*Exercise aim*: Every line of the material below needs to be copied exactly; omit the pictures.

*Material provided*:
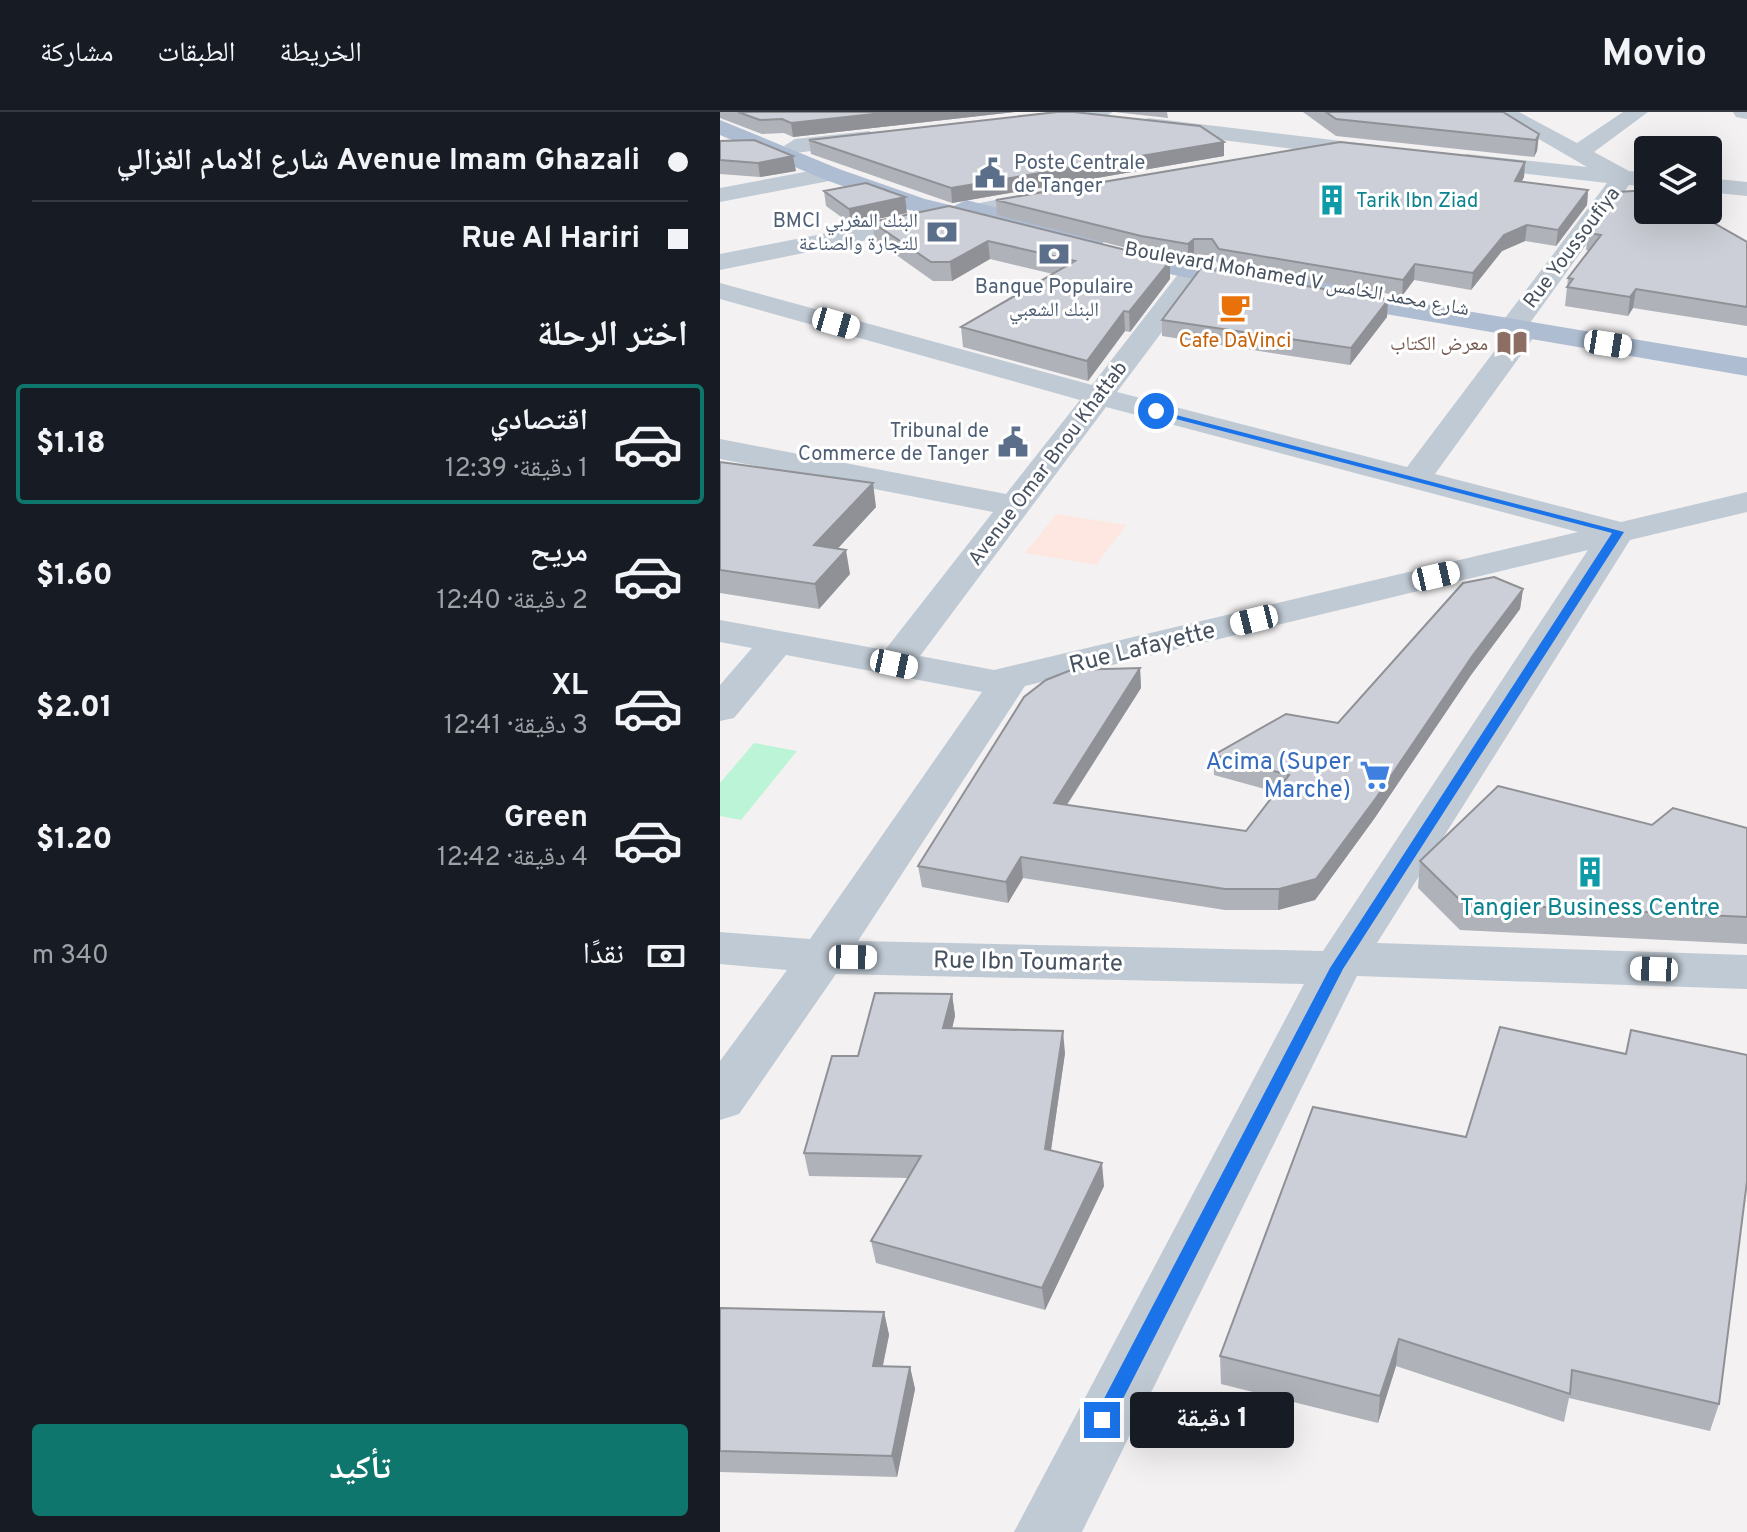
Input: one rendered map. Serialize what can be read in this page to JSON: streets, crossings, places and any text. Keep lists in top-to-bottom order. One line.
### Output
{"streets":{"main road":["Boulevard Mohamed V شارع محمد الخامس"],"street":["Rue Youssoufiya","Avenue Omar Bnou Khattab","Rue Lafayette","Rue Ibn Toumarte"]},"crossings":[["Rue Youssoufiya","Boulevard Mohamed V شارع محمد الخامس"],["Boulevard Mohamed V شارع محمد الخامس","Avenue Omar Bnou Khattab"],["Avenue Omar Bnou Khattab","Rue Lafayette"]],"places":{"public building":["Poste Centrale de Tanger","Tribunal de Commerce de Tanger"],"building":["Tarik Ibn Ziad","Tangier Business Centre"],"bank":["BMCI البنك المغربي للتجارة والصناعة","Banque Populaire البنك الشعبي"],"cafe":["Cafe DaVinci"],"library":["معرض الكتاب"],"supermarket":["Acima (Super Marche)"]},"page":{"header":"Movio","nav":["الخريطة","الطبقات","مشاركة"],"banner":["Avenue Imam Ghazali شارع الامام الغزالي","Rue Al Hariri"],"heading":"اختر الرحلة","list":[{"name":"اقتصادي","note":"1 دقيقة · 12:39","value":"$1.18"},{"name":"مريح","note":"2 دقيقة · 12:40","value":"$1.60"},{"name":"XL","note":"3 دقيقة · 12:41","value":"$2.01"},{"name":"Green","note":"4 دقيقة · 12:42","value":"$1.20"}],"pay":["نقدًا","340 m"],"bubble":"1 دقيقة","buttons":"تأكيد"}}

*Solution to this problem*:
Input: one rendered map. Serialize what can be read in this page to JSON: streets, crossings, places and any text. Keep lists in top-to-bottom order. One line.
### Output
{"streets":{"main road":["Boulevard Mohamed V شارع محمد الخامس"],"street":["Rue Youssoufiya","Avenue Omar Bnou Khattab","Rue Lafayette","Rue Ibn Toumarte"]},"crossings":[["Rue Youssoufiya","Boulevard Mohamed V شارع محمد الخامس"],["Boulevard Mohamed V شارع محمد الخامس","Avenue Omar Bnou Khattab"],["Avenue Omar Bnou Khattab","Rue Lafayette"]],"places":{"public building":["Poste Centrale de Tanger","Tribunal de Commerce de Tanger"],"building":["Tarik Ibn Ziad","Tangier Business Centre"],"bank":["BMCI البنك المغربي للتجارة والصناعة","Banque Populaire البنك الشعبي"],"cafe":["Cafe DaVinci"],"library":["معرض الكتاب"],"supermarket":["Acima (Super Marche)"]},"page":{"header":"Movio","nav":["الخريطة","الطبقات","مشاركة"],"banner":["Avenue Imam Ghazali شارع الامام الغزالي","Rue Al Hariri"],"heading":"اختر الرحلة","list":[{"name":"اقتصادي","note":"1 دقيقة · 12:39","value":"$1.18"},{"name":"مريح","note":"2 دقيقة · 12:40","value":"$1.60"},{"name":"XL","note":"3 دقيقة · 12:41","value":"$2.01"},{"name":"Green","note":"4 دقيقة · 12:42","value":"$1.20"}],"pay":["نقدًا","340 m"],"bubble":"1 دقيقة","buttons":"تأكيد"}}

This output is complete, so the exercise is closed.